Mortadelo is a Spanish comic magazine published from 1970 to 1991 first by Editorial Bruguera and subsequently by Ediciones B. The magazine is named after the popular Mort & Phil comic series created by Francisco Ibáñez.

History
Mortadelo endured three major historical stages under the direction of Vicente Palomares, Jordi Bayona, and Armando Matías Guiu.

1970–1983
The first issue of Mortadelo was released on 23 November 1970 and was given out free of charge by the magazine Tío Vivo. Subsequent issues cost 6 pesetas. The earliest issues feature the work series of Ibánez, Vázquez, and Escobar in addition to others such as El Corsario de Hierro. The magazine, along with Super Pulgarcito replaced Gran Pulgarcito, which was originally published by Vicente Palomares Melo.
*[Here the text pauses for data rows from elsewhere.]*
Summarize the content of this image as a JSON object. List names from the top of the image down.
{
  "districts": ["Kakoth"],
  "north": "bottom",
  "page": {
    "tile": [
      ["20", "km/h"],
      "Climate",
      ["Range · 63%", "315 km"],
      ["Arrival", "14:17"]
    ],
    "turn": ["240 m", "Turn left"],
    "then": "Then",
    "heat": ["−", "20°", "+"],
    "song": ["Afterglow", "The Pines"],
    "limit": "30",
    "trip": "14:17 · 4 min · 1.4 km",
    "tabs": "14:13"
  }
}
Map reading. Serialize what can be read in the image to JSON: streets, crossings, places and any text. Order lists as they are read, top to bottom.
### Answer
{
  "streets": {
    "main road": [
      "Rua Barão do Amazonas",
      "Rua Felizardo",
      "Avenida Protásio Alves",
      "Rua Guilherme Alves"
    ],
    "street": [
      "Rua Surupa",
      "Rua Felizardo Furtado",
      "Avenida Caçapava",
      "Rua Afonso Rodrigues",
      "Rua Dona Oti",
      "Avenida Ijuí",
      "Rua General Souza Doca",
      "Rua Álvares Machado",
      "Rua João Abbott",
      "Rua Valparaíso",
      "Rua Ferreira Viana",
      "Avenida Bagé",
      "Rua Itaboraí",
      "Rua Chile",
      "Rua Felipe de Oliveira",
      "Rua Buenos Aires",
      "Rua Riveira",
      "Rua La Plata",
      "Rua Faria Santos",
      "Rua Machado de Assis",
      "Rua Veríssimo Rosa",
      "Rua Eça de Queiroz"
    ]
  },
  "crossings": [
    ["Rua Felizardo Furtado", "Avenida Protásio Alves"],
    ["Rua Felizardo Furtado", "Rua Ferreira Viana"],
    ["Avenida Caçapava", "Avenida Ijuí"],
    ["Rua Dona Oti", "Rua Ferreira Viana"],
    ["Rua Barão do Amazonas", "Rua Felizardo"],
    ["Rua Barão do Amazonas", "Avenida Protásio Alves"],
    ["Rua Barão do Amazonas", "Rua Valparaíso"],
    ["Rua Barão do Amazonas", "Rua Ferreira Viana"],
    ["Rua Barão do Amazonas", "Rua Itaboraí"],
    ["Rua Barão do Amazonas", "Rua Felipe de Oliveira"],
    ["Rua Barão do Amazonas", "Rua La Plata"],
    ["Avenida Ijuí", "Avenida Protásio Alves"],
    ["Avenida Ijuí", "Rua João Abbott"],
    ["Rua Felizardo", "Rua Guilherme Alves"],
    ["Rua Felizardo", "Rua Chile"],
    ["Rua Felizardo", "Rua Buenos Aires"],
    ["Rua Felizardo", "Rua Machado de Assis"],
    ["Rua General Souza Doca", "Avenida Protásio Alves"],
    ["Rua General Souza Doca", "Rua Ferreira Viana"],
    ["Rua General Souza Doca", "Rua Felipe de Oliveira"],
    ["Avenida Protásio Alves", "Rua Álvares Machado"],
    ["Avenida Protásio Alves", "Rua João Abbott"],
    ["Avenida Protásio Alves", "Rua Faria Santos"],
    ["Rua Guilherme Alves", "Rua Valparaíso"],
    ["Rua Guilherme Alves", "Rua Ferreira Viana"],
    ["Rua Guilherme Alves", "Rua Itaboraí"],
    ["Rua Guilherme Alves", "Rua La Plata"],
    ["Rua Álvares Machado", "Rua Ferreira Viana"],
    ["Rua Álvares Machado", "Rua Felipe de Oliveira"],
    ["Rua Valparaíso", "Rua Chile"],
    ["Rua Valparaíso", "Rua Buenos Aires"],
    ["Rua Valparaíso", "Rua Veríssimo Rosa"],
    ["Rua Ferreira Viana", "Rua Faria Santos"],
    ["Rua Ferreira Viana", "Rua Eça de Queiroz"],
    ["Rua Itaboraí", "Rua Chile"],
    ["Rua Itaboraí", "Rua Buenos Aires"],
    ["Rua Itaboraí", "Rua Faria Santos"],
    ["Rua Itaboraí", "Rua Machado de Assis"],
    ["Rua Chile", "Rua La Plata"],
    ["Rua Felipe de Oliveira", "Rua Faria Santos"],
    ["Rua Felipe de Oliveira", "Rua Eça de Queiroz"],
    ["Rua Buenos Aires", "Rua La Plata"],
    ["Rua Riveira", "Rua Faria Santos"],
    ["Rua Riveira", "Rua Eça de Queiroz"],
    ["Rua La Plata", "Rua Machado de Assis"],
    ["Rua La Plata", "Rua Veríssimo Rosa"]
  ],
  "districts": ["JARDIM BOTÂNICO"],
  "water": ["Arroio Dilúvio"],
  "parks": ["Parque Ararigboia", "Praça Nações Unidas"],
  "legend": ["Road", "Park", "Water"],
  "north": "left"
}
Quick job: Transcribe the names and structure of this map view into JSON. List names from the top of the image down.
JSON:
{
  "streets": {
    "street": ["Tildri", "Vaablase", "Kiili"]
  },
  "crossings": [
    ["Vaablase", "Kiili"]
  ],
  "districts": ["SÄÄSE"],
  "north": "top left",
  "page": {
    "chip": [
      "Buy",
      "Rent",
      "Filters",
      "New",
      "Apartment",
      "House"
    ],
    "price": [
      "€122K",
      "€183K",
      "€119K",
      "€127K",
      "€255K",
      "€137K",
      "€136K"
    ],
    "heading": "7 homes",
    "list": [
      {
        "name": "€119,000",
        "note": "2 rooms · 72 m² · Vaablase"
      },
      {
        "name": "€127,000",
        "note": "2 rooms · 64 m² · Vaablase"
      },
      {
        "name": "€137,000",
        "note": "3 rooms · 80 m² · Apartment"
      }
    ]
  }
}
The publication spanned 32 pages (16 of the pages were full color while the other 16 were bi-color) and a print size of 26 x 18 cm.

1984–1986
In 1984, the magazines Mortadelo and Super Mortadelo merged. The resulting magazine was called Mortadelo, but maintained the numbering of Super Mortadelo.

1987–1991
The third stage was published by Ediciones B and sold at a price of 140 pesetas (10 U.S. dollars). It featured comic artists such as Joaquín Cera, Maikel, Marco, Miguel and Juan Carlos Ramis.

Main series
Mort and Phil by Francisco Ibáñez
Zipi y Zape by Escobar
La Abuelita Paz by Vázquez
El Corsario de Hierro by Víctor Mora/Ambrós
Anacleto, agente secreto by Vázquez
El repórter Tribulete by Cifré
Topolino by Figueras
Carpanta by Escobar
13, Rue del Percebe by Ibáñez
Pafman by Cera
Las hermanas Gilda by Vázquez

Awards
 Aro de Oro in 1972, 1973, 1974 and 1975
 Aro de Plata in 1971 and 1976

References

Sources 
Jordi Canyissa. (2015). Raf. El 'gentleman' de Bruguera. Barcelona: Amaníaco Ediciones. Legal deposit: B-26644-2015. .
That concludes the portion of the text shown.